Les voyants clignotaient toujours frénétiquement, mais l’alarme avait finalement cessé de rugir, probablement hors service. Il se sentait sonné et comme hors du temps, dans une bulle d’indifférence fragile mais néanmoins protectrice, uniquement concentré sur la vision hypnotique qui s’offrait à lui. Et cela dura quelques longues secondes au cours desquelles la sueur froide eut même le temps de commencer à sécher le long de sa colonne vertébrale. Puis rapidement, trop rapidement, son cerveau prit le relais sans que cela résulte d’une volonté consciente de sa part, et il utilisa l’implant mis à sa disposition pour étudier le tableau de bord, et essayer d’évaluer la situation. Elle n’était guère brillante, comprit-il rapidement…
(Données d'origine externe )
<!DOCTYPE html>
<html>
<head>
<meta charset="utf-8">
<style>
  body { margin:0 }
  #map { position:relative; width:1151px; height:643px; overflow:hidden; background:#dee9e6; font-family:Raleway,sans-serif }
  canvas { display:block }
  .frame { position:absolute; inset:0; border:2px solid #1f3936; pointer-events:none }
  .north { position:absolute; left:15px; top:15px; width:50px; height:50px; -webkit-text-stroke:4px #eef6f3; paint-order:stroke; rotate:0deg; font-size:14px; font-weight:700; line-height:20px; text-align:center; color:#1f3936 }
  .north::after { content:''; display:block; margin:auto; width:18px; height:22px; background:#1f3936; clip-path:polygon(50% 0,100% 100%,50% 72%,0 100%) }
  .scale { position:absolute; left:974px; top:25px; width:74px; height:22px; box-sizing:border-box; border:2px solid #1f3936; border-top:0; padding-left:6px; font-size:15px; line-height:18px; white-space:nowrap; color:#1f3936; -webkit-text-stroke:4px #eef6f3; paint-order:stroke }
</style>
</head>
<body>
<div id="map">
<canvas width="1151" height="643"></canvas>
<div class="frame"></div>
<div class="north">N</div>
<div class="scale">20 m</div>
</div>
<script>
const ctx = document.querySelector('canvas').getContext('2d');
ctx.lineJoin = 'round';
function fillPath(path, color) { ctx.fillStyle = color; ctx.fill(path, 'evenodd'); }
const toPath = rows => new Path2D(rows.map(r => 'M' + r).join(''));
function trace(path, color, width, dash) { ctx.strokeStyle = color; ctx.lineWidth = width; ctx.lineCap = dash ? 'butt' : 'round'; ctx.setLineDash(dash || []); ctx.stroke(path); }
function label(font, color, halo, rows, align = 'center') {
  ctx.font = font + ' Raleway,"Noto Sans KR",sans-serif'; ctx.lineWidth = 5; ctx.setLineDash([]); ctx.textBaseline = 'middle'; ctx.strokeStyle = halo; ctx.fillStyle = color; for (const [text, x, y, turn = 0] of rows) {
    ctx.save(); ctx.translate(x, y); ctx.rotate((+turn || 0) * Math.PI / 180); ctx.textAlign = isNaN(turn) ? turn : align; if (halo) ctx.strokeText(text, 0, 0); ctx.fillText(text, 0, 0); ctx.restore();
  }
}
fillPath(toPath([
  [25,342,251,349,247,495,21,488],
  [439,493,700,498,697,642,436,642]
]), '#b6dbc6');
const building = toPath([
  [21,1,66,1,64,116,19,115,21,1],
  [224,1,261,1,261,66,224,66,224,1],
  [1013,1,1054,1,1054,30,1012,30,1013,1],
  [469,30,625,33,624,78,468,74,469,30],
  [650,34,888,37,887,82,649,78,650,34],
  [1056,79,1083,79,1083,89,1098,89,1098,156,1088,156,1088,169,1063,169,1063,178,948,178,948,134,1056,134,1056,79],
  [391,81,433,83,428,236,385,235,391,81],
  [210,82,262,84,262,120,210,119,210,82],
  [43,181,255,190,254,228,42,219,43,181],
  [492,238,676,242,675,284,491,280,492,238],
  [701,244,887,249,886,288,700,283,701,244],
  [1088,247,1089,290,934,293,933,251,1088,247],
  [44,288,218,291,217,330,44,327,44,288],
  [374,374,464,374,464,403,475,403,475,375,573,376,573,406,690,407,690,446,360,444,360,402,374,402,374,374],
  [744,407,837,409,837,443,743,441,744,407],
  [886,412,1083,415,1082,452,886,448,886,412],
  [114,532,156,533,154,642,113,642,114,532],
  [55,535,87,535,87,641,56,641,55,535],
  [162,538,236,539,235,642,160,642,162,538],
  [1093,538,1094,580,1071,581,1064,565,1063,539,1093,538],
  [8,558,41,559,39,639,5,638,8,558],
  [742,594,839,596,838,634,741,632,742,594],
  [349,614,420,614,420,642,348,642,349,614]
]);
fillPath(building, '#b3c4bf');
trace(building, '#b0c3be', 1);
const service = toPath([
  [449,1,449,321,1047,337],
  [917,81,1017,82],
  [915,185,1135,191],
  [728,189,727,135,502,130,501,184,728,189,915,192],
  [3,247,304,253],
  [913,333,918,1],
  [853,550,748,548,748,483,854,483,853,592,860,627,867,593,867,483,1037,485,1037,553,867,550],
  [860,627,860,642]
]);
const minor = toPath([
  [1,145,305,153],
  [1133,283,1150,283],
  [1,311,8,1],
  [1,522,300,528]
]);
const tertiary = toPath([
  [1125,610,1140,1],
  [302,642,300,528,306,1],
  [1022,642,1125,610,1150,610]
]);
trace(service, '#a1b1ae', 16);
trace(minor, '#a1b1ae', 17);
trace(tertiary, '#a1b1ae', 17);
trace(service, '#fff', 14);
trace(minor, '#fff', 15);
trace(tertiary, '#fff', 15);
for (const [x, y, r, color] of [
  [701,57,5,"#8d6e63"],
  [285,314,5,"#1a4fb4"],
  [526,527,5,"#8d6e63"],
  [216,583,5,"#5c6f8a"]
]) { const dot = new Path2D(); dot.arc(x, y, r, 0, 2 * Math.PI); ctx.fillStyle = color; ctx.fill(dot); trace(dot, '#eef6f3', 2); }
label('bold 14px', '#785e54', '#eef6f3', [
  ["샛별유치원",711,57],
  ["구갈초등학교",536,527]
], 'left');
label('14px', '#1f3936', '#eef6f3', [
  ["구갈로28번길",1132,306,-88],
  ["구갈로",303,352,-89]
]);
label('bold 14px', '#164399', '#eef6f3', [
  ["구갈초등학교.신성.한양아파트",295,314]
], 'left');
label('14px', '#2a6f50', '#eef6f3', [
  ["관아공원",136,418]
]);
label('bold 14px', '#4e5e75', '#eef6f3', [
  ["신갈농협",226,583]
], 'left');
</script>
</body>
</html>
Il y avait une brèche grandissante dans la paroi vitrée de la navette. Avait-elle était causée par l’impact avec l’astéroïde ou l’explosion récente ? Il aurait été bien incapable de le dire, il ne lui semblait pas l’avoir vue en arrivant, mais il n’avait pas spécialement fait attention non plus. Toujours était-il que le vide extérieur, devenu bête à l’affût, semblait s’évertuer à happer jusqu’à la plus petite particule d’air de la cabine, aspirant tout comme une sangsue. Au moment précis où cette sombre idée lui traversait la tête, la vitre vola en éclats, envoyant valdinguer tout ce qui n’était pas solidement arrimé dans l’habitacle. Un bloc notes fixé au mur par un ressort fut violemment arraché, entraînant avec lui un petit crochet métallique qui se prit dans le revêtement de sa combinaison, et réduisit son efficacité à néant dans un atroce bruit de déchirement.

En l’espace de quelques malheureuses secondes, tout fut terminé… Il s’était interrogé sur la fin de ses compagnons de voyage à peine une poignée d’heures plus tôt, sur ce qu’ils avaient pu sentir, ou ressentir, quand elle était venue. La réponse lui apparut brusquement, comme une révélation morbide, et il eut juste le temps de réaliser que c’était une simple question rhétorique, car en réalité, il ne voulait surtout pas savoir.